There was, in fact, something upstairs that they had to settle. Quite a considerable something, too. And it took much longer than they expected.

A hasty rush into the boys’ room secured the Psammead, very sandy and very cross.

“It doesn’t matter how cross and sandy it is though,” said Anthea, “it ought to be there at the final council.”

“It’ll give the learned gentleman fits, I expect,” said Robert, “when he sees it.”

But it didn’t.

“The dream is growing more and more wonderful,” he exclaimed, when the Psammead had been explained to him by Rekh-marā. “I have dreamed this beast before.”

“Now,” said Robert, “Jane has got the half Amulet and I’ve got the whole. Show up, Jane.”

Jane untied the string and laid her half Amulet on the table, littered with dusty papers, and the clay cylinders marked all over with little marks like the little prints of birds’ little feet.

Robert laid down the whole Amulet, and Anthea gently restrained the eager hand of the learned gentleman as it reached out yearningly towards the “perfect specimen”.

And then, just as before on the Marcella quilt, so now on the dusty litter of papers and curiosities, the half Amulet quivered and shook, and then, as steel is drawn to a magnet, it was drawn across the dusty manuscripts, nearer and nearer to the perfect Amulet, warm from the pocket of Robert. And then, as one drop of water mingles with another when the panes of the window are wrinkled with rain, as one bead of mercury is drawn into another bead, the half Amulet, that was the children’s and was also Rekh-marā’s,—slipped into the whole Amulet, and, behold! there was only one—the perfect and ultimate Charm.

“And that’s all right,” said the Psammead, breaking a breathless silence.

“Yes,” said Anthea, “and we’ve got our hearts’ desire. Father and Mother and The Lamb are coming home today.”

“But what about me?” said Rekh-marā.

“What is your heart’s desire?” Anthea asked.

“Great and deep learning,” said the Priest, without a moment’s hesitation. “A learning greater and deeper than that of any man of my land and my time. But learning too great is useless. If I go back to my own land and my own age, who will believe my tales of what I have seen in the future? Let me stay here, be the great knower of all that has been, in that our time, so living to me, so old to you, about which your learned men speculate unceasingly, and often, he tells me, vainly.”

“If I were you,” said the Psammead, “I should ask the Amulet about that. It’s a dangerous thing, trying to live in a time that’s not your own. You can’t breathe an air that’s thousands of centuries ahead of your lungs without feeling the effects of it, sooner or later. Prepare the mystic circle and consult the Amulet.”

“Oh, what a dream!” cried the learned gentleman. “Dear children, if you love me—and I think you do, in dreams and out of them—prepare the mystic circle and consult the Amulet!”

They did. As once before, when the sun had shone in August splendour, they crouched in a circle on the floor. Now the air outside was thick and yellow with the fog that by some strange decree always attends the Cattle Show week. And in the street costers were shouting. “Ur Hekau Setcheh,” Jane said the Name of Power. And instantly the light went out, and all the sounds went out too, so that there was a silence and a darkness, both deeper than any darkness or silence that you have ever even dreamed of imagining. It was like being deaf or blind, only darker and quieter even than that.

Then out of that vast darkness and silence came a light and a voice. The light was too faint to see anything by, and the voice was too small for you to hear what it said. But the light and the voice grew. And the light was the light that no man may look on and live, and the voice was the sweetest and most terrible voice in the world. The children cast down their eyes. And so did everyone.
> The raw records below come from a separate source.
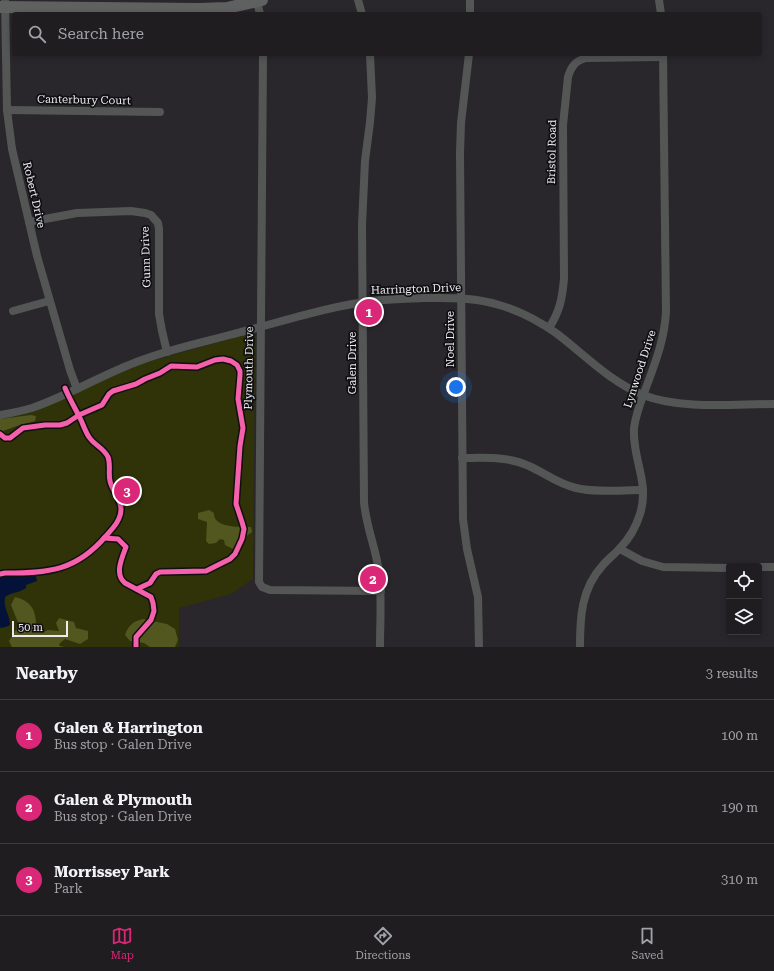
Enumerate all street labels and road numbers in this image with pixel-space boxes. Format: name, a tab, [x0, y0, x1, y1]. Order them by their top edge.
street label: Canterbury Court	[37, 93, 131, 107]
street label: Bristol Road	[545, 120, 559, 184]
street label: Robert Drive	[20, 161, 48, 229]
street label: Gunn Drive	[138, 226, 154, 288]
street label: Harrington Drive	[371, 281, 461, 297]
street label: Noel Drive	[444, 311, 457, 367]
street label: Plymouth Drive	[242, 326, 256, 410]
street label: Lynwood Drive	[621, 328, 659, 410]
street label: Galen Drive	[346, 332, 359, 394]

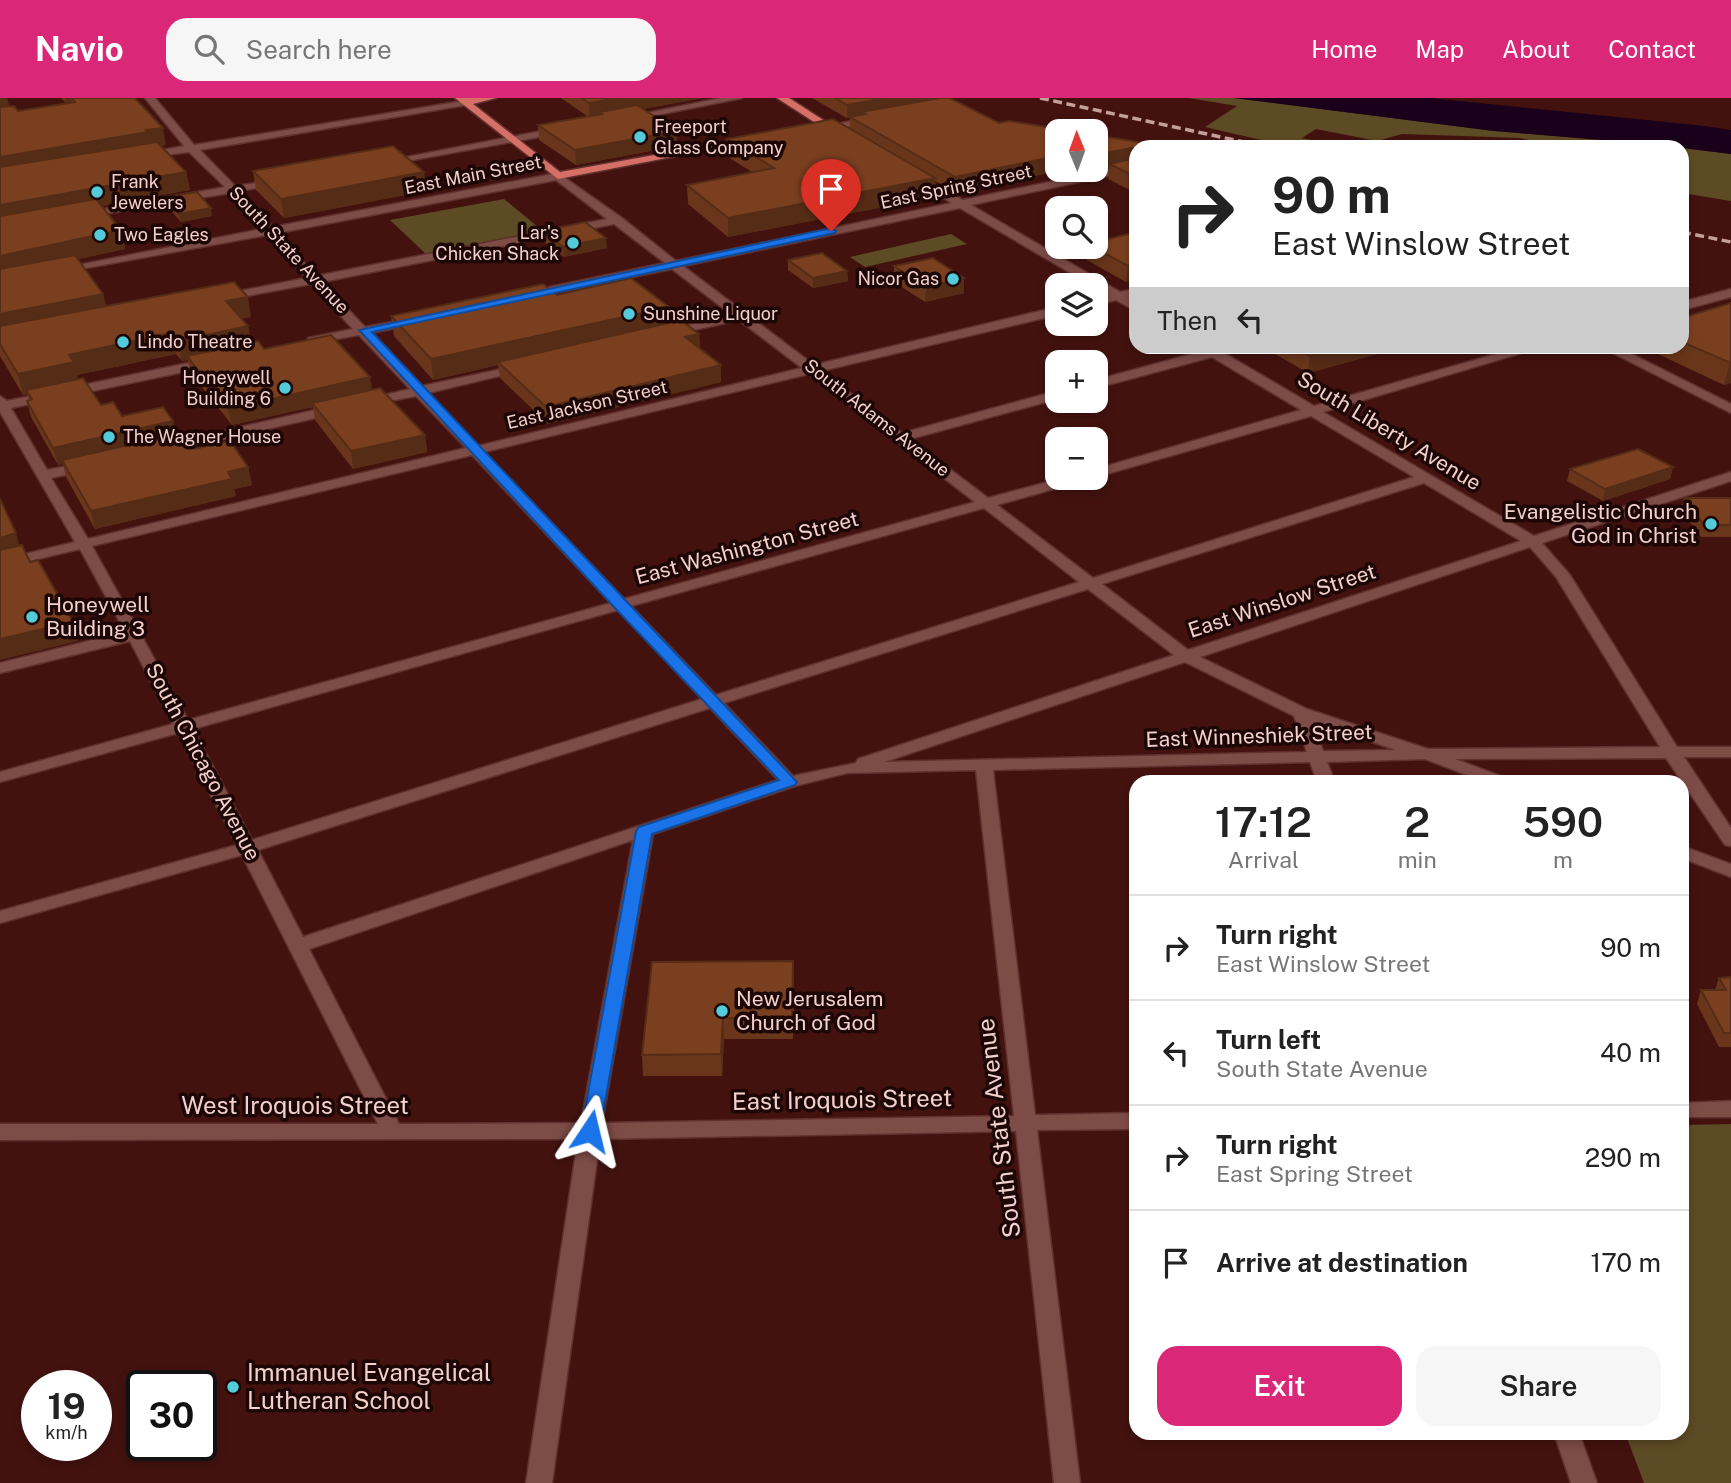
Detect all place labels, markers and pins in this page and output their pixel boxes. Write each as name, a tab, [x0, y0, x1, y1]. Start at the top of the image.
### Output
place label: Freeport Glass Company	[654, 116, 784, 158]
marker: Freeport Glass Company	[632, 129, 648, 145]
pin	[801, 159, 861, 231]
place label: Frank Jewelers	[111, 171, 183, 213]
marker: Frank Jewelers	[89, 184, 105, 200]
place label: Lar's Chicken Shack	[435, 222, 559, 264]
place label: Two Eagles	[114, 224, 209, 245]
marker: Two Eagles	[92, 227, 108, 243]
marker: Lar's Chicken Shack	[565, 235, 581, 251]
place label: Nicor Gas	[857, 268, 939, 289]
marker: Nicor Gas	[945, 271, 961, 287]
place label: Sunshine Liquor	[643, 303, 778, 324]
marker: Sunshine Liquor	[621, 306, 637, 322]
place label: Lindo Theatre	[137, 331, 252, 352]
marker: Lindo Theatre	[115, 334, 131, 350]
place label: Honeywell Building 6	[182, 367, 271, 409]
marker: Honeywell Building 6	[277, 380, 293, 396]
place label: The Wagner House	[123, 426, 281, 447]
marker: The Wagner House	[101, 429, 117, 445]
place label: Evangelistic Church God in Christ	[1504, 499, 1697, 548]
marker: Evangelistic Church God in Christ	[1703, 516, 1719, 532]
place label: Honeywell Building 3	[46, 592, 150, 641]
marker: Honeywell Building 3	[24, 609, 40, 625]
place label: New Jerusalem Church of God	[736, 986, 883, 1035]
marker: New Jerusalem Church of God	[714, 1003, 730, 1019]
place label: Immanuel Evangelical Lutheran School	[247, 1358, 491, 1414]
marker: Immanuel Evangelical Lutheran School	[225, 1379, 241, 1395]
“I speak,” said the voice. “What is it that you would hear?”

There was a pause. Everyone was afraid to speak.

“What are we to do about Rekh-marā?” said Robert suddenly and abruptly. “Shall he go back through the Amulet to his own time, or—”
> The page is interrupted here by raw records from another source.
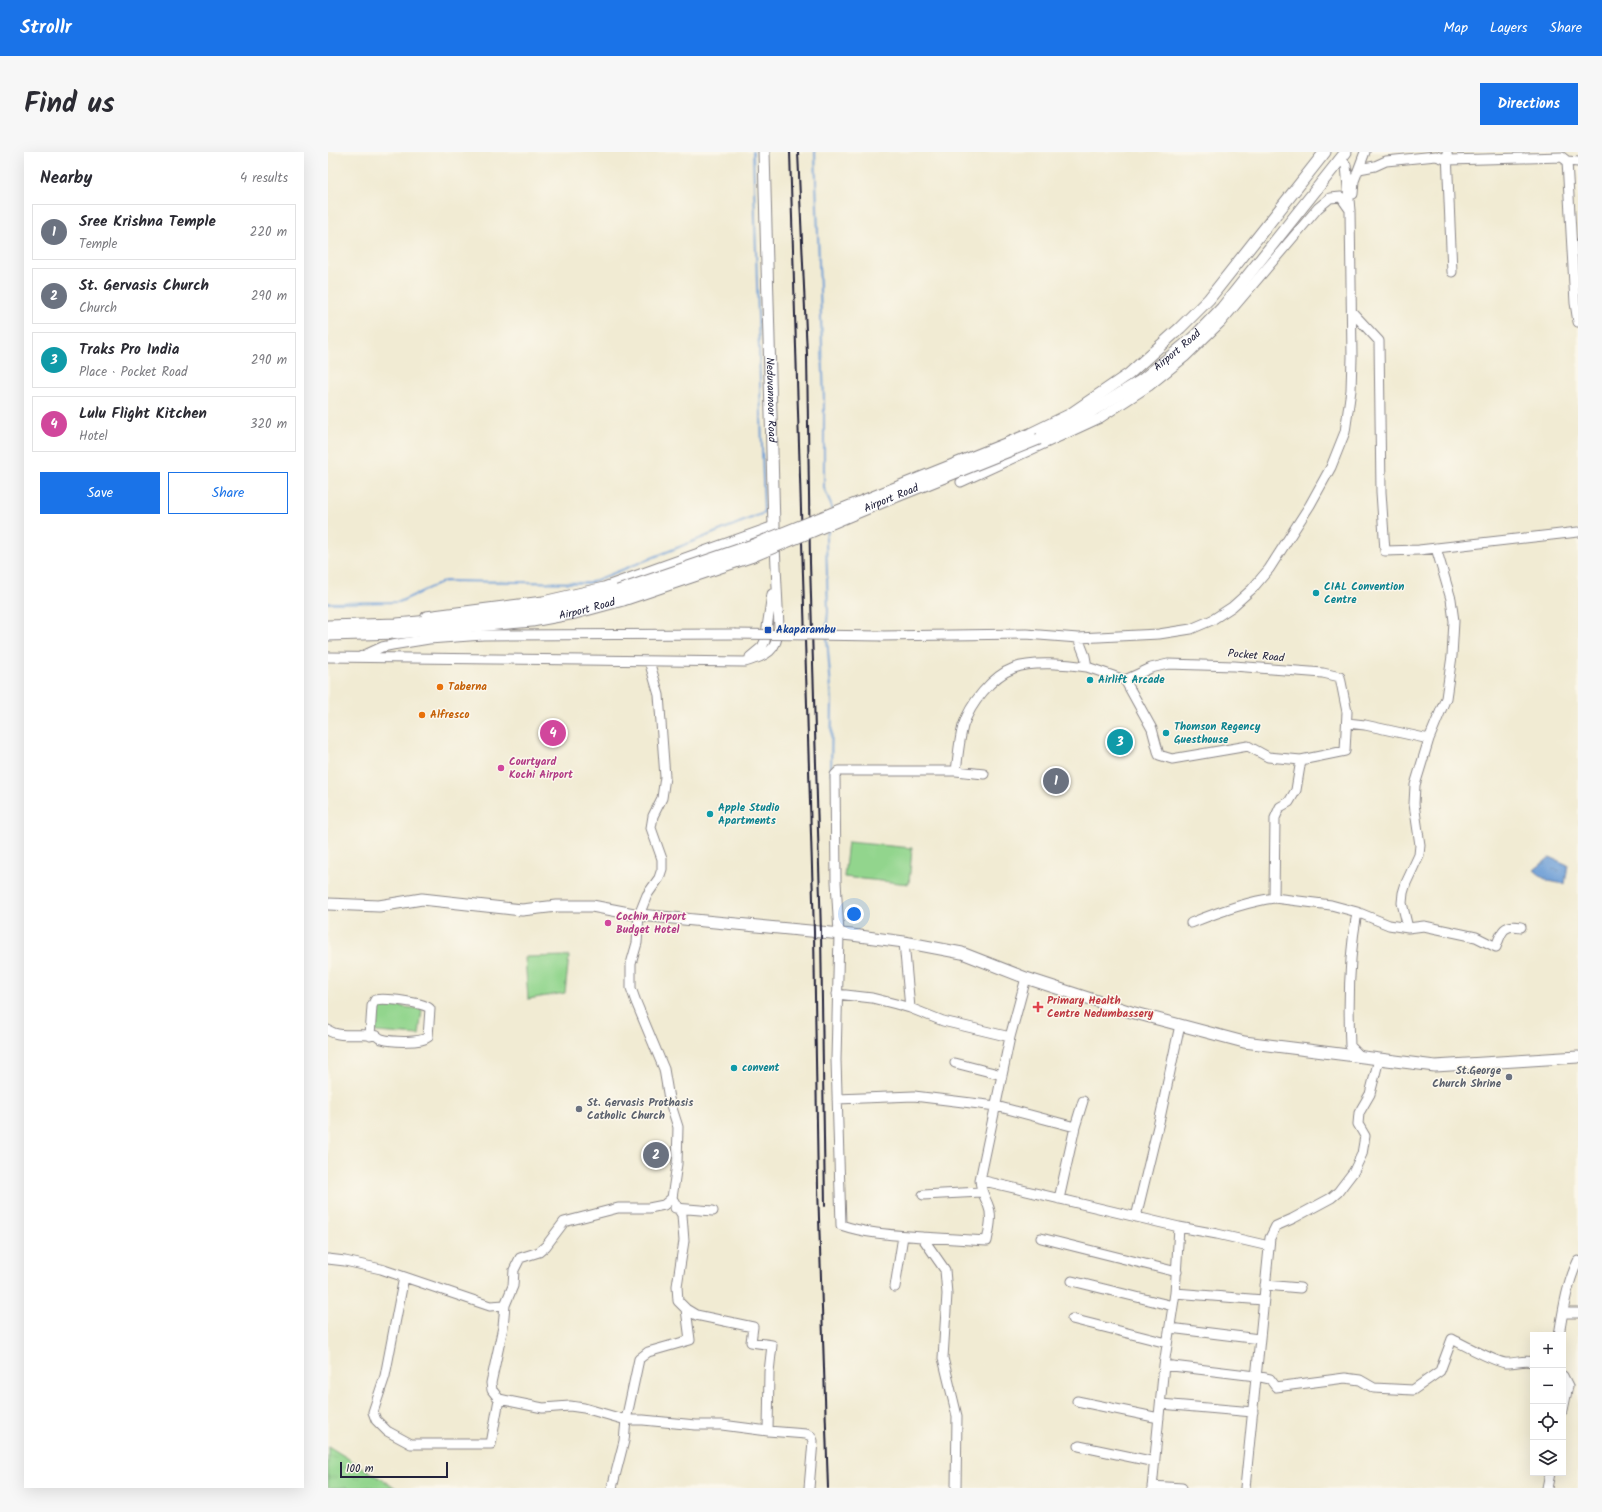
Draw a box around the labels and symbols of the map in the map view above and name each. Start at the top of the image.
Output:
street label: Airport Road [1150,325,1206,376]
street label: Neduvannoor Road [760,357,781,443]
street label: Airport Road [861,479,922,518]
place label: CIAL Convention Centre [1324,578,1404,609]
marker: CIAL Convention Centre [1311,588,1321,598]
street label: Airport Road [557,593,618,625]
place label: Akaparambu [776,621,836,639]
marker: Akaparambu [763,625,773,635]
street label: Pocket Road [1227,645,1286,667]
place label: Airlift Arcade [1098,671,1165,689]
marker: Airlift Arcade [1085,675,1095,685]
place label: Taberna [448,678,487,696]
marker: Taberna [435,682,445,692]
place label: Alfresco [430,706,470,724]
marker: Alfresco [417,710,427,720]
pin: 4 [540,718,566,748]
place label: Thomson Regency Guesthouse [1174,718,1261,749]
pin: 3 [1107,727,1133,757]
marker: Thomson Regency Guesthouse [1161,728,1171,738]
place label: Courtyard Kochi Airport [509,753,574,784]
marker: Courtyard Kochi Airport [496,763,506,773]
pin: 1 [1043,766,1069,796]
place label: Apple Studio Apartments [718,799,779,830]
marker: Apple Studio Apartments [705,809,715,819]
your location [844,904,864,924]
place label: Cochin Airport Budget Hotel [616,908,687,939]
marker: Cochin Airport Budget Hotel [603,918,613,928]
place label: Primary Health Centre Nedumbassery [1047,992,1154,1023]
marker: Primary Health Centre Nedumbassery [1032,1001,1044,1013]
place label: convent [742,1059,781,1077]
place label: St.George Church Shrine [1432,1062,1502,1093]
marker: convent [729,1063,739,1073]
marker: St.George Church Shrine [1504,1072,1514,1082]
place label: St. Gervasis Prothasis Catholic Church [587,1094,694,1125]
marker: St. Gervasis Prothasis Catholic Church [574,1104,584,1114]
pin: 2 [643,1140,669,1170]
scale bar [340,1460,448,1479]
“No one can pass through the Amulet now,” said the beautiful, terrible voice, “to any land or any time. Only when it was imperfect could such things be. But men may pass through the perfect charm to the perfect union, which is not of time or space.”

“Would you be so very kind,” said Anthea tremulously, “as to speak so that we can understand you? The Psammead said something about Rekh-marā not being able to live here, and if he can’t get back—” She stopped, her heart was beating desperately in her throat, as it seemed.
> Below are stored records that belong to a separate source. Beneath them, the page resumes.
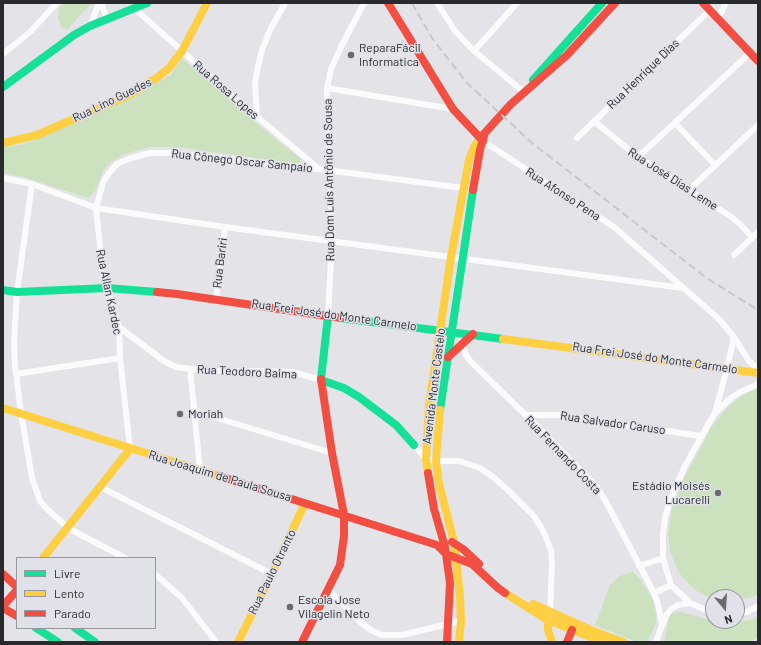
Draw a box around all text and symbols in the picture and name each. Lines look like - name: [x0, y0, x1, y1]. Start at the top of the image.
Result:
- street label: Rua Henrique Dias: [604, 36, 682, 112]
- place label: ReparaFácil Informatica: [359, 41, 420, 69]
- marker: ReparaFácil Informatica: [346, 50, 356, 60]
- street label: Rua Rosa Lopes: [190, 58, 262, 122]
- street label: Rua Lino Guedes: [70, 75, 154, 125]
- street label: Rua Dom Luís Antônio de Sousa: [320, 99, 338, 261]
- street label: Rua José Dias Leme: [625, 144, 721, 214]
- street label: Rua Cônego Oscar Sampaio: [171, 146, 313, 176]
- street label: Rua Afonso Pena: [523, 164, 603, 224]
- street label: Rua Bariri: [210, 237, 230, 289]
- street label: Rua Allan Kardec: [93, 248, 125, 336]
- street label: Rua Frei José do Monte Carmelo: [251, 296, 417, 334]
- street label: Avenida Monte Castelo: [420, 327, 448, 445]
- street label: Rua Frei José do Monte Carmelo: [572, 339, 738, 377]
- street label: Rua Teodoro Baima: [197, 362, 297, 382]
- place label: Moriah: [188, 407, 223, 421]
- street label: Rua Salvador Caruso: [559, 408, 667, 438]
- marker: Moriah: [175, 409, 185, 419]
- street label: Rua Fernando Costa: [522, 413, 604, 497]
- street label: Rua Joaquim de Paula Sousa: [147, 447, 293, 505]
- place label: Estádio Moisés Lucarelli: [632, 479, 710, 507]
- marker: Estádio Moisés Lucarelli: [713, 488, 723, 498]
- street label: Rua Paulo Otranto: [245, 527, 299, 617]
- legend: [16, 557, 156, 629]
- text: Livre: [54, 566, 80, 580]
- text: Lento: [54, 586, 84, 600]
- north arrow: [705, 589, 745, 629]
- place label: Escola Jose Vilagelin Neto: [298, 593, 370, 621]
- marker: Escola Jose Vilagelin Neto: [285, 602, 295, 612]
- text: Parado: [54, 606, 91, 620]
- text: N: [723, 613, 734, 627]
“Nobody can continue to live in a land and in a time not appointed,” said the voice of glorious sweetness. “But a soul may live, if in that other time and land there be found a soul so akin to it as to offer it refuge, in the body of that land and time, that thus they two may be one soul in one body.”

The children exchanged discouraged glances. But the eyes of Rekh-marā and the learned gentleman met, and were kind to each other, and promised each other many things, secret and sacred and very beautiful.

Anthea saw the look.

“Oh, but,” she said, without at all meaning to say it, “dear Jimmy’s soul isn’t at all like Rekh-marā’s. I’m certain it isn’t. I don’t want to be rude, but it isn’t, you know. Dear Jimmy’s soul is as good as gold, and—”

“Nothing that is not good can pass beneath the double arch of my perfect Amulet,” said the voice. “If both are willing, say the word of Power, and let the two souls become one for ever and ever more.”

“Shall I?” asked Jane.

“Yes.”

“Yes.”

The voices were those of the Egyptian Priest and the learned gentleman, and the voices were eager, alive, thrilled with hope and the desire of great things.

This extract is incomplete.